A Post for National Honesty Day, 2019
by Aspen Lofgren, Unspoken Voices
Dear Bestie . . .
We haven’t spoken in ages, so I apologize for this coming from nowhere. I am compelled to share this information with you because I think it will be best for my healing and possibly help you in the future. I am not sure you will remember this incident but it has fucked me up.
After •••••'s Christmas Party, I volunteered to bring you home. You were drinking, I don’t believe you had a car then, you offered that I could sleep in your mother’s room, and I trusted you because you were my friend. We went to Mickey’s Diner to get some food and when we finally got to your home it was so late and I was very tired. I don’t even know what led up to this incident and I think (hope) you were trying to be funny. You forced yourself upon me and lay your body on top of mine. I just remember struggling to move, crying, and begging you to get off. I think afterwards, you said you were just messing around. I tried so hard to brush it off and pretend that you were just messing around, but you clearly crossed a line and made a traumatic impression in my memory.

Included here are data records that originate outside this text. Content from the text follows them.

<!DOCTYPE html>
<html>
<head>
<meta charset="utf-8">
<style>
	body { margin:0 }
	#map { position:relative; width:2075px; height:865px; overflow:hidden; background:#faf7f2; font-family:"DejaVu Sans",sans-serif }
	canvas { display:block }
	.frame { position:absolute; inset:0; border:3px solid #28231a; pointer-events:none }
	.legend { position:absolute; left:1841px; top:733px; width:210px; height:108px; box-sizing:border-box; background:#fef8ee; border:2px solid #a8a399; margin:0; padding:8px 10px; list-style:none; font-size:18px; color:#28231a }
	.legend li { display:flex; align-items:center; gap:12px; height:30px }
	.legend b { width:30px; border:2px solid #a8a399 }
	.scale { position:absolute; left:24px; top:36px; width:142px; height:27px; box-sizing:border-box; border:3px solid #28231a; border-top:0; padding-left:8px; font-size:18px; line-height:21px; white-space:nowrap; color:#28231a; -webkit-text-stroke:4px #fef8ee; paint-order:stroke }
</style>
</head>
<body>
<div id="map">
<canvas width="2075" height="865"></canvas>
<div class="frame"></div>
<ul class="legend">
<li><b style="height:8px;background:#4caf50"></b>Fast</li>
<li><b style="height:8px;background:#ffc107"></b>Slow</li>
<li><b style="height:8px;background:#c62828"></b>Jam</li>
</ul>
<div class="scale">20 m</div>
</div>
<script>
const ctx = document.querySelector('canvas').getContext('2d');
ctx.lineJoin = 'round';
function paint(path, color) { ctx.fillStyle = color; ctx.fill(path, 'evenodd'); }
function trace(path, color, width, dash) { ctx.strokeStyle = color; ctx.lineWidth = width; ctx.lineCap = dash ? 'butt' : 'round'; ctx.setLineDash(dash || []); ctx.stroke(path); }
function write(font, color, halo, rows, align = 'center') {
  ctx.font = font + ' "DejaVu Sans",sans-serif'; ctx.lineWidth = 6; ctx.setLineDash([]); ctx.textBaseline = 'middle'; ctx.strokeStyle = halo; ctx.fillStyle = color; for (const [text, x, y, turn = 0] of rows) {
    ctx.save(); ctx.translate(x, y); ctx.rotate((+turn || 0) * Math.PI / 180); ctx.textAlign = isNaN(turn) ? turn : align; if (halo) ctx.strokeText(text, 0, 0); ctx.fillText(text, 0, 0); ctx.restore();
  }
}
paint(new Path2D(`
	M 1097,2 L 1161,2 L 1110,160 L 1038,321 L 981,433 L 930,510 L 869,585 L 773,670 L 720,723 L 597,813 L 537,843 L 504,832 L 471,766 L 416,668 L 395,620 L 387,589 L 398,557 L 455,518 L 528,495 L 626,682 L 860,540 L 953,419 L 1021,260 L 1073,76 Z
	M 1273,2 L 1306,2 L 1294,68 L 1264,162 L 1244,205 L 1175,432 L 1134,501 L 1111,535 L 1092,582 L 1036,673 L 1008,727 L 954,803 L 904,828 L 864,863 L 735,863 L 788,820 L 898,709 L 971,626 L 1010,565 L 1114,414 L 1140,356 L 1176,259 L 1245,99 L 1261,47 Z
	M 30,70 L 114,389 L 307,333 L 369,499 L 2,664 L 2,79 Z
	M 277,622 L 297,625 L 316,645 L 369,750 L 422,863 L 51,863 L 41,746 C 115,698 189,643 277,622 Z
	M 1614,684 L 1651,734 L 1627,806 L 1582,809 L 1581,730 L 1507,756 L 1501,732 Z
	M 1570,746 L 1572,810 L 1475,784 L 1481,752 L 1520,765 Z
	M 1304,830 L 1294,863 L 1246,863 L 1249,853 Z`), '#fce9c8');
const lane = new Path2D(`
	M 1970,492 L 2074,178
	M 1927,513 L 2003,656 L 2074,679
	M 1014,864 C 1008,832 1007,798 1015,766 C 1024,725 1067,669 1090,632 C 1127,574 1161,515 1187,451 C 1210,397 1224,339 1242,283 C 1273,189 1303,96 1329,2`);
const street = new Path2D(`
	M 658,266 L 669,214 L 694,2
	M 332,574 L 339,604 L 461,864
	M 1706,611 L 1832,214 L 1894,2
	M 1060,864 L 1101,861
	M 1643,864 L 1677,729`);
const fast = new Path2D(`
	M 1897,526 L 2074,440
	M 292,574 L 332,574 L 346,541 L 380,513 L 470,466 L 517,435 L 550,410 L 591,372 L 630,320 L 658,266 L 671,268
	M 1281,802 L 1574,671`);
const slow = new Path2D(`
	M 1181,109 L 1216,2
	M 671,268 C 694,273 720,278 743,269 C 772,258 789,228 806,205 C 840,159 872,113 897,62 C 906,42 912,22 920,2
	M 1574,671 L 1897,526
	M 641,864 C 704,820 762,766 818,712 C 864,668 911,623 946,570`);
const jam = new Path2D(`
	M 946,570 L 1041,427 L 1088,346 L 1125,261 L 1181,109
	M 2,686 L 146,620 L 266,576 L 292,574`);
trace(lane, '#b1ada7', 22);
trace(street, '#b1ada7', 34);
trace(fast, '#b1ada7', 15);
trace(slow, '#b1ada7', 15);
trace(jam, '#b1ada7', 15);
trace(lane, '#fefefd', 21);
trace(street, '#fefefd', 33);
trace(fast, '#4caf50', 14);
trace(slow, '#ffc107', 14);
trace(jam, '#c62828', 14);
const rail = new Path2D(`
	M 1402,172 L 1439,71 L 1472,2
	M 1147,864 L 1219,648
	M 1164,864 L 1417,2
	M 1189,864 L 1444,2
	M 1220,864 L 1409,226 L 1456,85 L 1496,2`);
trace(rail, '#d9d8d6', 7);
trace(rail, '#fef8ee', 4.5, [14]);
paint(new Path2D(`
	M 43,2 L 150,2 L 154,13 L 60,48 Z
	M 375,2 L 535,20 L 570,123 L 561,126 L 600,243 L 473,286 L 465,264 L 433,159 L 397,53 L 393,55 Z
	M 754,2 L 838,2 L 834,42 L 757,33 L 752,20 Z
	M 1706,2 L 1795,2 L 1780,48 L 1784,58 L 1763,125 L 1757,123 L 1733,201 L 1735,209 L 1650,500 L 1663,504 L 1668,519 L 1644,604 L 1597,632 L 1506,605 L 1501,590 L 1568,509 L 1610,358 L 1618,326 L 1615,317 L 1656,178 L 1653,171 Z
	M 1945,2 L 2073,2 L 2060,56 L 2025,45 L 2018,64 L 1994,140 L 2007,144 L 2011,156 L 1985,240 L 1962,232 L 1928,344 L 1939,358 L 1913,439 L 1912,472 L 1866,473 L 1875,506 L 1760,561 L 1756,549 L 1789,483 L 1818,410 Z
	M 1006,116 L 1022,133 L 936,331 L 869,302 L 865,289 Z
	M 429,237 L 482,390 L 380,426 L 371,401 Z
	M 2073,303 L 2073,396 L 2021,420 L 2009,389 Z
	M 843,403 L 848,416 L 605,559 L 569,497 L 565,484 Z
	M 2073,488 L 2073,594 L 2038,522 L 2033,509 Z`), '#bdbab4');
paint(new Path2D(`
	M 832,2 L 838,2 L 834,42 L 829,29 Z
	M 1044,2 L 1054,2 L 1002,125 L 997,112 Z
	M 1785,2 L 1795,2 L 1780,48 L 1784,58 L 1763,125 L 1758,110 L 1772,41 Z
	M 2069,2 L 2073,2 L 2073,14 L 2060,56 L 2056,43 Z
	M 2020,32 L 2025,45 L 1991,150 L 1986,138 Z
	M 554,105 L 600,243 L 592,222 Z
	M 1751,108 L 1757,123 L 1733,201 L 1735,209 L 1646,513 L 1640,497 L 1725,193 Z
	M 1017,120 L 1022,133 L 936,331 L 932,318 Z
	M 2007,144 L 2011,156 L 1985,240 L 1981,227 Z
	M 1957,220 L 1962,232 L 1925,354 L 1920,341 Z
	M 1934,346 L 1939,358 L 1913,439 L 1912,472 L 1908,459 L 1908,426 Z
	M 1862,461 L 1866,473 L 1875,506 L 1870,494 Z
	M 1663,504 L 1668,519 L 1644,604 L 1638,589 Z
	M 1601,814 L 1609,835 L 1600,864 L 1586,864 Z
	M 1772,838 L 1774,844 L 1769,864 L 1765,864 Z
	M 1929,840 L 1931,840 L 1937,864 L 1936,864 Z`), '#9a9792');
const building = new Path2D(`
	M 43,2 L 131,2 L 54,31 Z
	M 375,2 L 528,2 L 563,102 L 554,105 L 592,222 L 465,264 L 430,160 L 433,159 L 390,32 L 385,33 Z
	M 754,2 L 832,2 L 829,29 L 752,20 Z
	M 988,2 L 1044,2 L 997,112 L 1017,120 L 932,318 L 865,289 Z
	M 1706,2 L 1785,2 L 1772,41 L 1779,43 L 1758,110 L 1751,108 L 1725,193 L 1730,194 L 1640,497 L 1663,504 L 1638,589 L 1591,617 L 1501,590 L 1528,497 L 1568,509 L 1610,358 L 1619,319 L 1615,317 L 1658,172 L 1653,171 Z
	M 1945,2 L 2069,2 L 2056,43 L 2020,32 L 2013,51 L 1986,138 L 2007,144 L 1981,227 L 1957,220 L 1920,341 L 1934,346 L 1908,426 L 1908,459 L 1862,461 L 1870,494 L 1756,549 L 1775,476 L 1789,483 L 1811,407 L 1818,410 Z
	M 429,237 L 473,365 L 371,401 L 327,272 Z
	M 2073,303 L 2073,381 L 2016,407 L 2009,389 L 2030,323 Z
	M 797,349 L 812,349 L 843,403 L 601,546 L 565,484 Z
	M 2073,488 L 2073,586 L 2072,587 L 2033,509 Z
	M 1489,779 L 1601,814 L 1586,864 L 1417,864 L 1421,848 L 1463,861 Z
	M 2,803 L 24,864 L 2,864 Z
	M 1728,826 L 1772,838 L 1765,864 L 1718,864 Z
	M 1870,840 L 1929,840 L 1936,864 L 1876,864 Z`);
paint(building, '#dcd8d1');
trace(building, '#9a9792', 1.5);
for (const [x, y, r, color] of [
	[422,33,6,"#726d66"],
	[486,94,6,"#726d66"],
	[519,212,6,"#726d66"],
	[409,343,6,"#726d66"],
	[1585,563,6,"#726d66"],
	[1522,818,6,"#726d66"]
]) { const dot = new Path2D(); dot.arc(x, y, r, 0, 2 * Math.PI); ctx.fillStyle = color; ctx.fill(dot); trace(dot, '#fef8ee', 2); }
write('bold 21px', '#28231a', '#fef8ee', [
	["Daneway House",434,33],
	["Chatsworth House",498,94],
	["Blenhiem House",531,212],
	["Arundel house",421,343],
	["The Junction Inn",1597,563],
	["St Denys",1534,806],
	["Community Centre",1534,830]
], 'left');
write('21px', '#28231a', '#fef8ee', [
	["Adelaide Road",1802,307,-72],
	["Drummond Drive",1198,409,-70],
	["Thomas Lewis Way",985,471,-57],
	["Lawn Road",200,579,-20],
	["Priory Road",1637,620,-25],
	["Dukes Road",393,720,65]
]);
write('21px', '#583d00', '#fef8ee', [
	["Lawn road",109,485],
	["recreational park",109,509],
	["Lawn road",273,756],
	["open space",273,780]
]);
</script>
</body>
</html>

I know it may sound silly, but I still struggle being comfortable with any sexual encounters. My brain immediately jumps to that night when I hug or kiss someone. This is how traumatic sexual assault can be. I have shared this experience many times, explaining how sexual assault happens a lot with people who you care about and will be sharing this letter. I will not share names though. I am not really looking for a type of response, like I said I hope this will help me with healing and hopefully allow you to recognize your actions and the consequences they may have on people. I really appreciate your time for reading this.